Remembrance | Teen Ink

Remembrance

April 22, 2012
By Anonymous

I slipped through the curtain into the chilly hospital room for what must’ve been the eighteenth time that night, first looking to the window and then to the bright light above his bed.
I took my spot in the corner of the room, between the sink and the air conditioner, face askew, hoping people wouldn’t look at me with that awful expression of empathy on their faces.
I didn’t need their pity, I needed my grandfather to come back to us.
I pushed my hands against the wall, letting my back fall repeatedly into the chalk-textured white paint over and over, unable to stand still.

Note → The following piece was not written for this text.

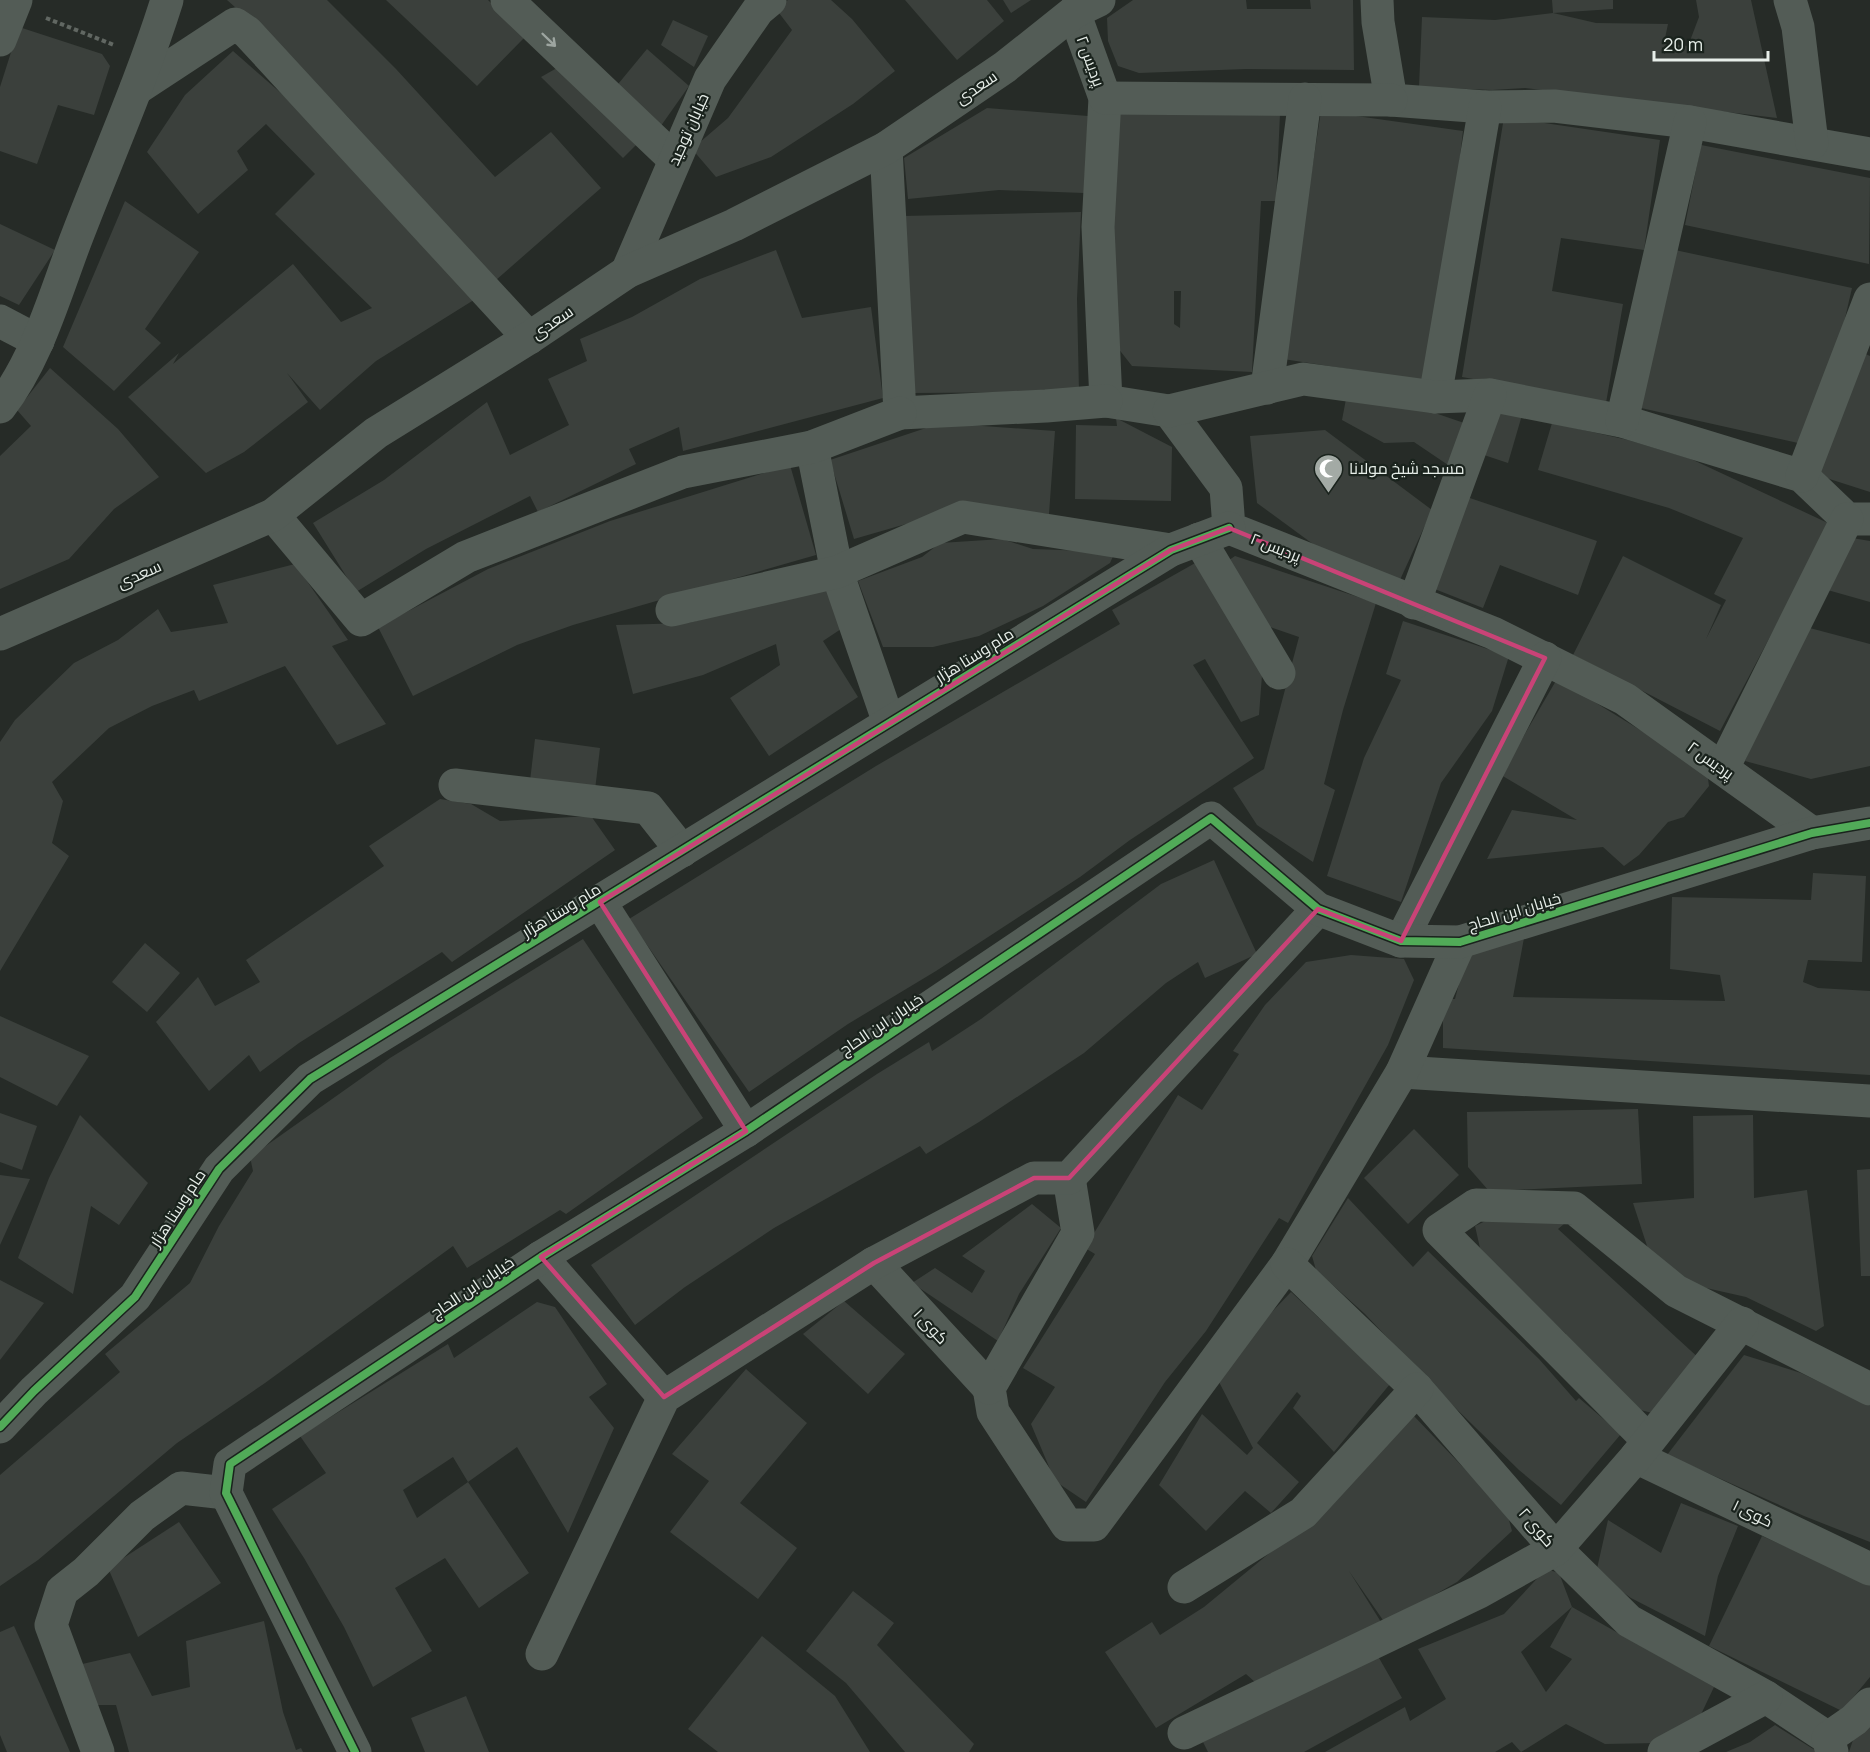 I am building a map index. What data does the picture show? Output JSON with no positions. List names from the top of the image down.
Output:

I can’t handle this, I thought to myself. But then, what other choice did I have? I couldn’t just leave- what if I didn’t make it back in time incase he decided to let go?
“He’s breathing on his own.” My mother said, forcing a smile on her gaunt face which appeared sickeningly green in the nasty, sterile light of the tiny room.

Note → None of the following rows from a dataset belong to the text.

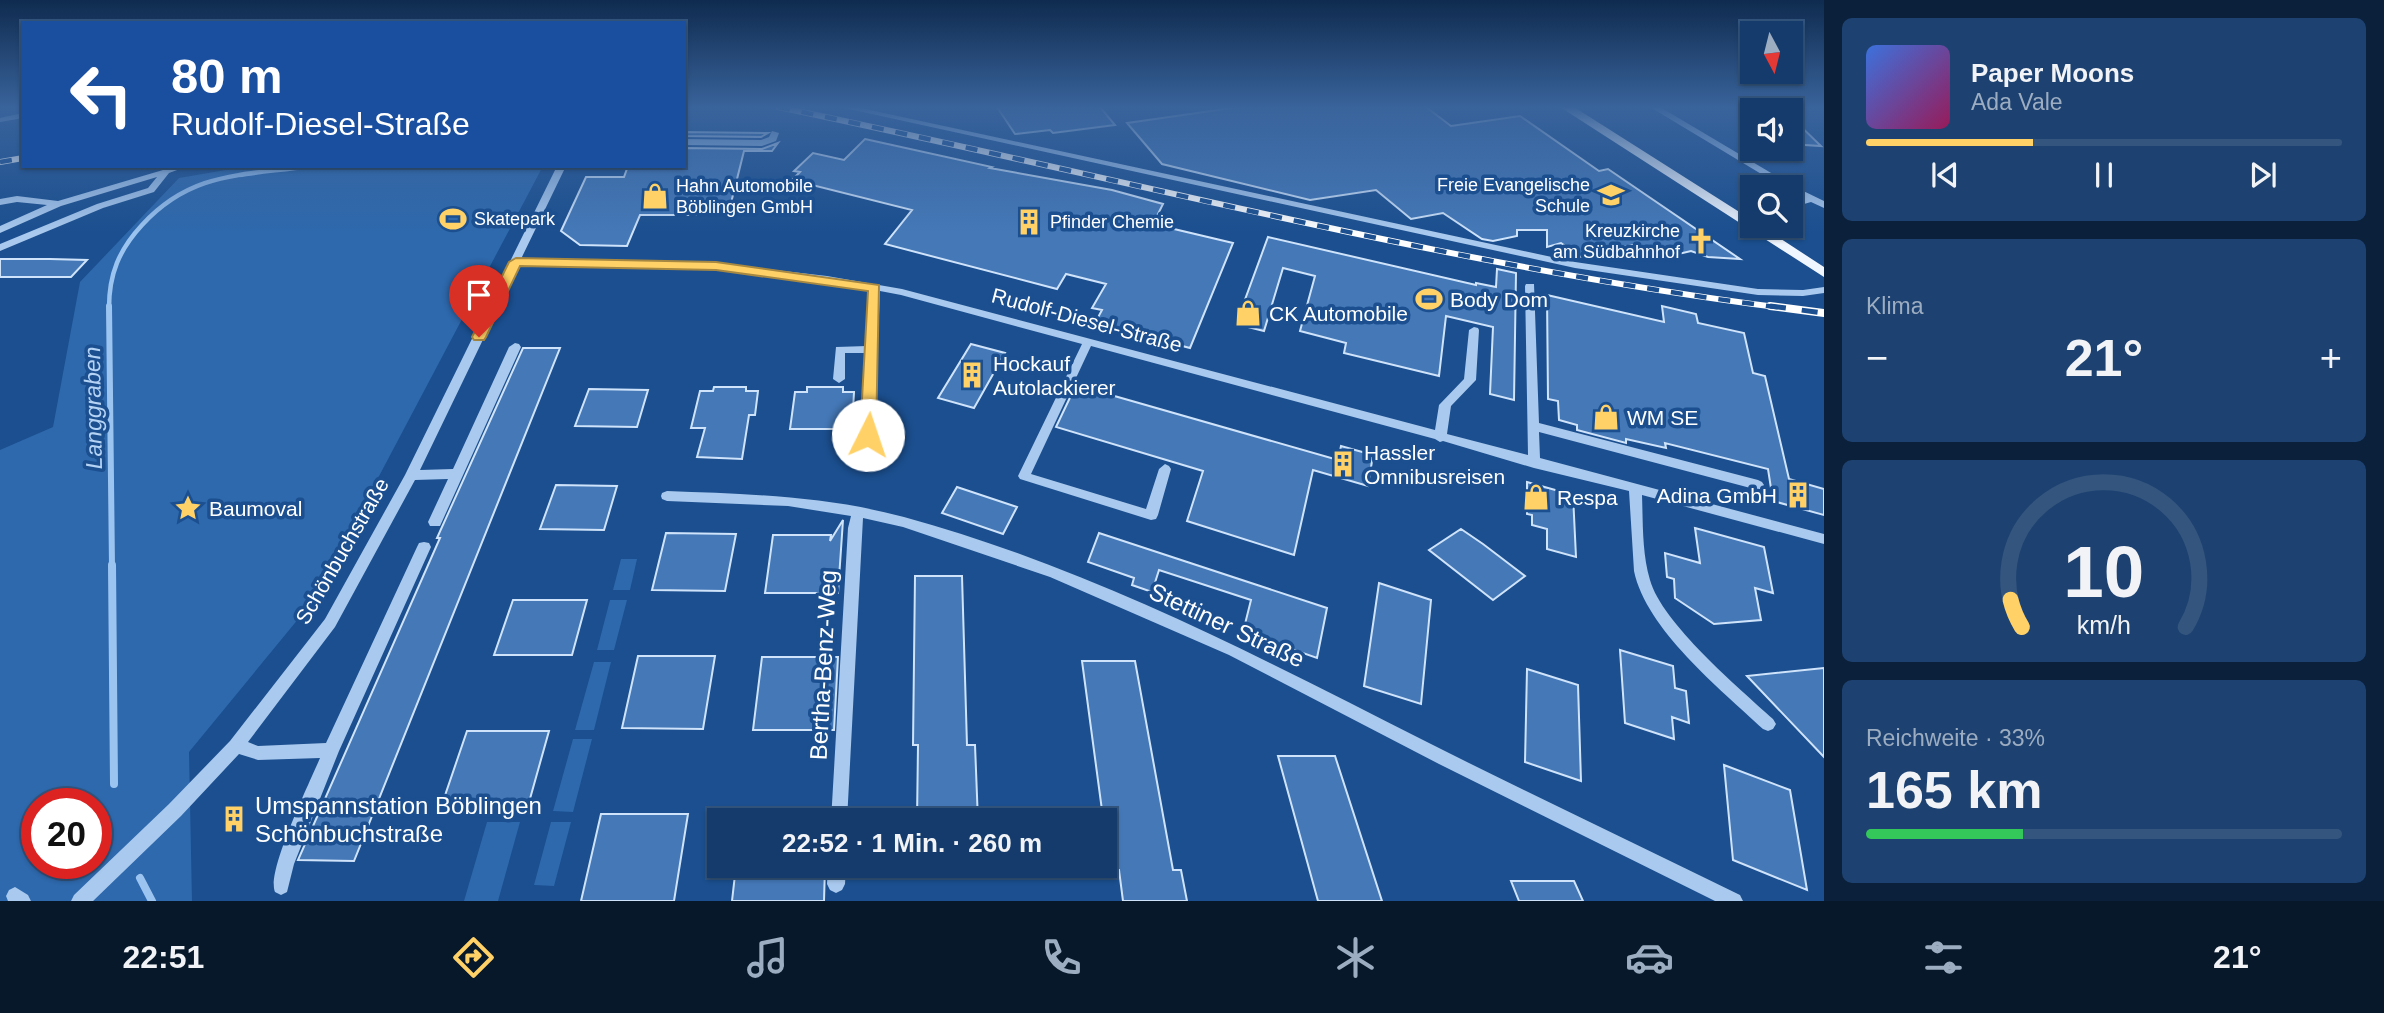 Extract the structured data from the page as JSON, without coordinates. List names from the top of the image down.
{
  "streets": {
    "street": [
      "Rudolf-Diesel-Straße",
      "Schönbuchstraße",
      "Stettiner Straße",
      "Bertha-Benz-Weg"
    ]
  },
  "crossings": [
    ["Rudolf-Diesel-Straße", "Schönbuchstraße"],
    ["Stettiner Straße", "Bertha-Benz-Weg"]
  ],
  "water": ["Langgraben"],
  "places": {
    "school or university": ["Freie Evangelische Schule"],
    "shop": [
      "Hahn Automobile Böblingen GmbH",
      "CK Automobile",
      "WM SE",
      "Respa"
    ],
    "sports": ["Skatepark", "Body Dom"],
    "building": [
      "Pfinder Chemie",
      "Hockauf Autolackierer",
      "Hassler Omnibusreisen",
      "Adina GmbH",
      "Umspannstation Böblingen Schönbuchstraße"
    ],
    "church": ["Kreuzkirche am Südbahnhof"],
    "place": ["Baumoval"]
  },
  "north": "bottom",
  "page": {
    "turn": ["80 m", "Rudolf-Diesel-Straße"],
    "song": ["Paper Moons", "Ada Vale"],
    "tile": [
      "Klima",
      ["Reichweite · 33%", "165 km"]
    ],
    "heat": ["−", "21°", "+"],
    "limit": "20",
    "trip": "22:52 · 1 Min. · 260 m",
    "tabs": ["22:51", "21°"],
    "gauge": ["10", "km/h"]
  }
}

“That’s good,” I replied callously, knowing that it wouldn’t make a difference. He could take all the gulps of air he wanted, but they wouldn’t do anyone much good with less than one percent brain function.
When they left to get something to drink, and it was just me and my grandmother, her head slumped over into the crook of his elbow, I decided it was time to tell him how I felt.
I moved slowly across the ten feet of tile separating me from his right hand, pale and limp, just like the rest of him.
The cold sweat which had broken across his forehead just a few hours prior was at a downpour, my attempts at removing it with a square of soft tissue proved futile, the pools of perspiration just accumulated faster than I could ever hope to wipe them away.
“It really makes him look more like himself,” my grandmother’s sister had commented to me earlier.
No it doesn’t. I wanted to say. It makes him look so sick and helpless, I can’t stand it.
But I stayed silent, just like I had been for the past thirty-six hours, completely speechless.
This was my grandfather lying dead in a dank hospital room, which was undeserving of him and all of his pure kindness.
He wasn’t perfect by any means, but he had been so giving his last few years of life- so good to people he didn’t have to be good to.
I had seen him just days prior, a picture of perfection, beaming and making jokes as if he’d been throwing punch lines his whole life, as if he hadn’t just been through major abdominal surgery a few weeks before.
He lifted up his shirt to flash the staples stacked vertically down his stomach.
“Check out my new bling!” He chortled, standing in the hallway entrance, a huge cup of sweet tea in his calloused hands.
That was just him, making light of situations that were otherwise daunting and inescapably melancholy.
As I stood in the suffocating light of that tiny room, holding on to his sweet tea-wielding hand, I wondered what he would say if he were there to see me, tears rolling down my cheeks uncontrollably like a child fallen off a swing set.
Maybe, I thought, he’d say something like, “Looks like I finally lost some weight, or maybe that’s just ‘cuz I’m lying on my back. Ha-ha, oh well.”
Maybe he would’ve hugged me like he did when I was little, and let me have a sip of his tea.
Maybe he would’ve picked my grandmother up from that chair and held her hand, walked her down the hallway and out to the car, to take her home and care for her, just as he’d done for the past seven years.
All the things he would’ve been doing, should’ve been doing just ran through my mind like a cassette tape, on fast forward and repeat. Over and over I thought, You shouldn’t be here. You were doing so good.
But the reality was that he was there, and he wasn’t doing so good anymore. He wouldn’t be there to make sweet tea and let me have a sip.
He wouldn’t be there to hold my grandmother’s hand and take care of her.
He just wouldn’t be there, and if I though that watching him die was the hardest part, I soon had another thing coming.
Because the hardest part was and forevermore will be the fact that he’s not there anymore.
And I don’t mean to make it sound like he walked out on us. No one plans to throw a blood clot on one early Saturday morning and end up on a ventilator in the hospital, waiting for their son to get home to pull the plug.
It’s been exactly five months and eight days now, since he took his last breath.
Tomorrow is his birthday. And he won’t be there to call or talk to. He won’t be there to discuss politics with or make jokes about getting old.
But he’ll be there with me because I know that the goodness he held in his heart is the potent kind that spreads across a room like wildfire, infecting people with the need to be caring and thoughtful.
I don’t remember what I said to him that night as I stood for hours, holding his hand and watching his chest, the one I’d slept on my entire childhood, rise and fall in erratic motions.
Maybe I didn’t say anything to him.
But, if he could’ve said anything to me, it would be something like, “Cherish the people that love you, and live your life well. And whatever you do, don’t take up smoking.” And then he’d chuckle that sweet, infectious laugh of his and disappear, leaving me with lessons one can only learn by example.